WHAT NEEDS TO BE DONE: Print out the data exactly, keeping every image out of it.

SOURCE MATERIAL:
*** Block opens ***

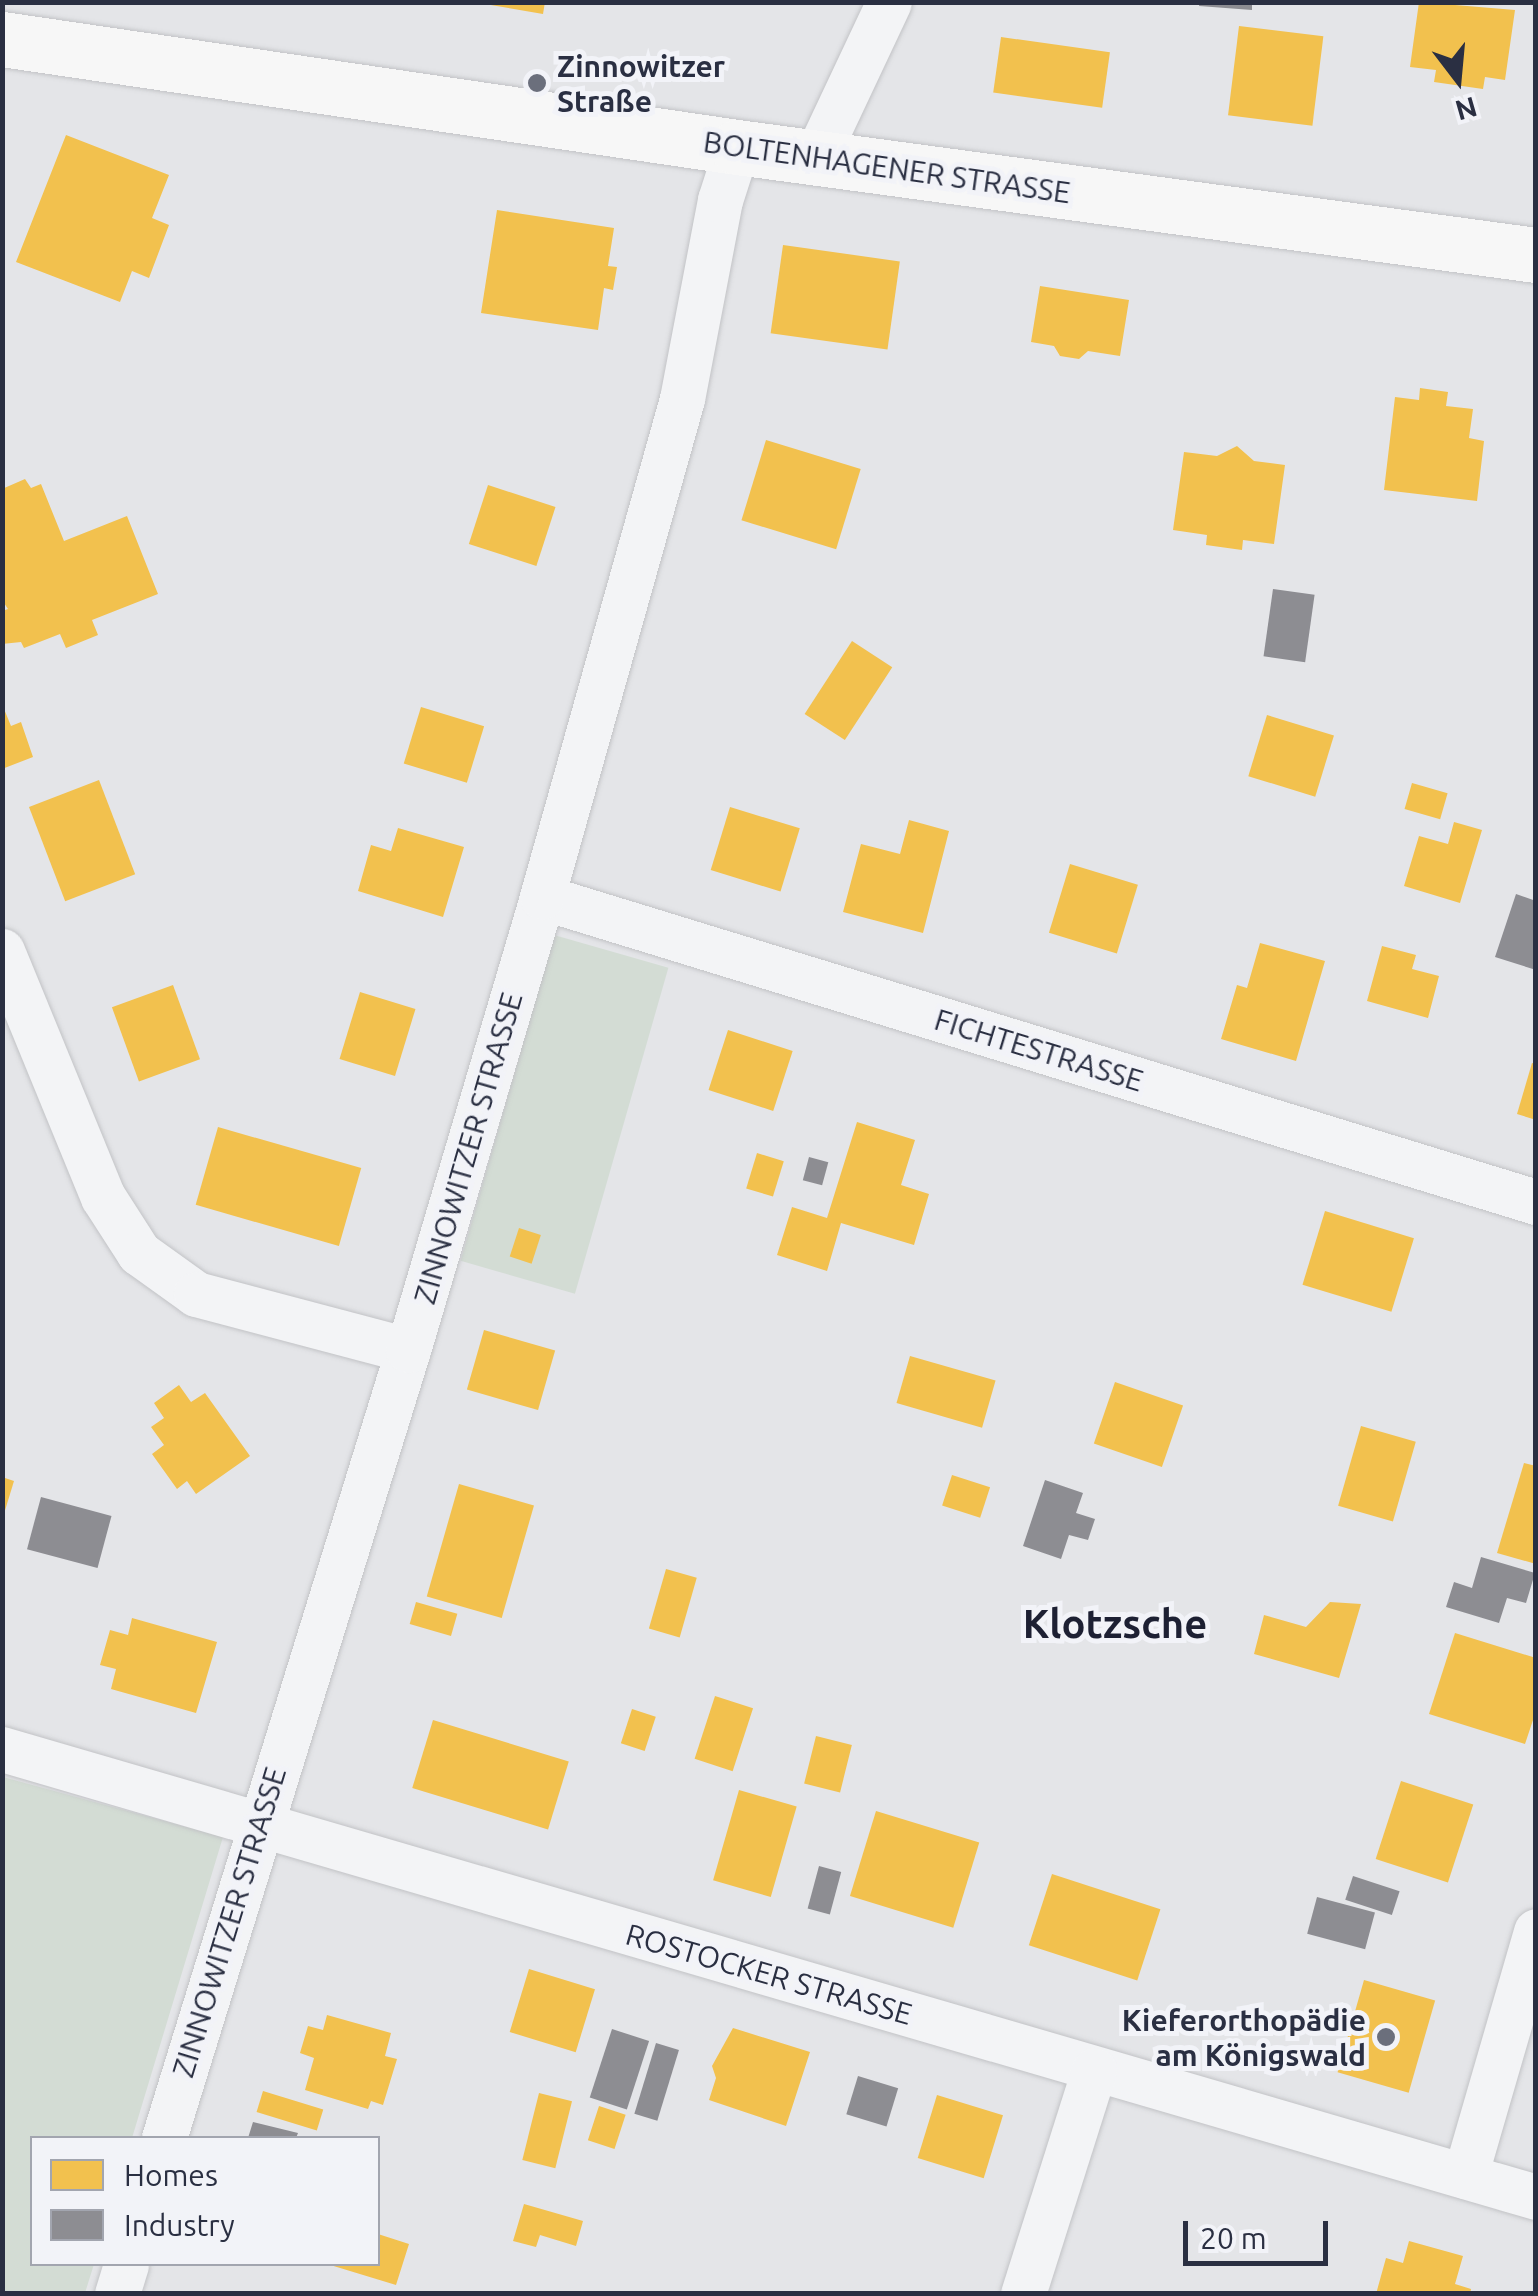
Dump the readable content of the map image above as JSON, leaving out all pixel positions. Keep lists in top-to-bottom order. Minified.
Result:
{"streets":{"street":["BOLTENHAGENER STRASSE","FICHTESTRASSE","ZINNOWITZER STRASSE","ROSTOCKER STRASSE"]},"crossings":[["BOLTENHAGENER STRASSE","ZINNOWITZER STRASSE"],["FICHTESTRASSE","ZINNOWITZER STRASSE"],["ZINNOWITZER STRASSE","ROSTOCKER STRASSE"]],"districts":["Klotzsche"],"places":["Zinnowitzer Straße","Kieferorthopädie am Königswald"],"legend":["Homes","Industry"],"scale_bar":"20 m","north":"bottom"}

*** Block closes ***

SOLVED EXERCISE:
Dump the readable content of the map image above as JSON, leaving out all pixel positions. Keep lists in top-to-bottom order. Minified.
Result:
{"streets":{"street":["BOLTENHAGENER STRASSE","FICHTESTRASSE","ZINNOWITZER STRASSE","ROSTOCKER STRASSE"]},"crossings":[["BOLTENHAGENER STRASSE","ZINNOWITZER STRASSE"],["FICHTESTRASSE","ZINNOWITZER STRASSE"],["ZINNOWITZER STRASSE","ROSTOCKER STRASSE"]],"districts":["Klotzsche"],"places":["Zinnowitzer Straße","Kieferorthopädie am Königswald"],"legend":["Homes","Industry"],"scale_bar":"20 m","north":"bottom"}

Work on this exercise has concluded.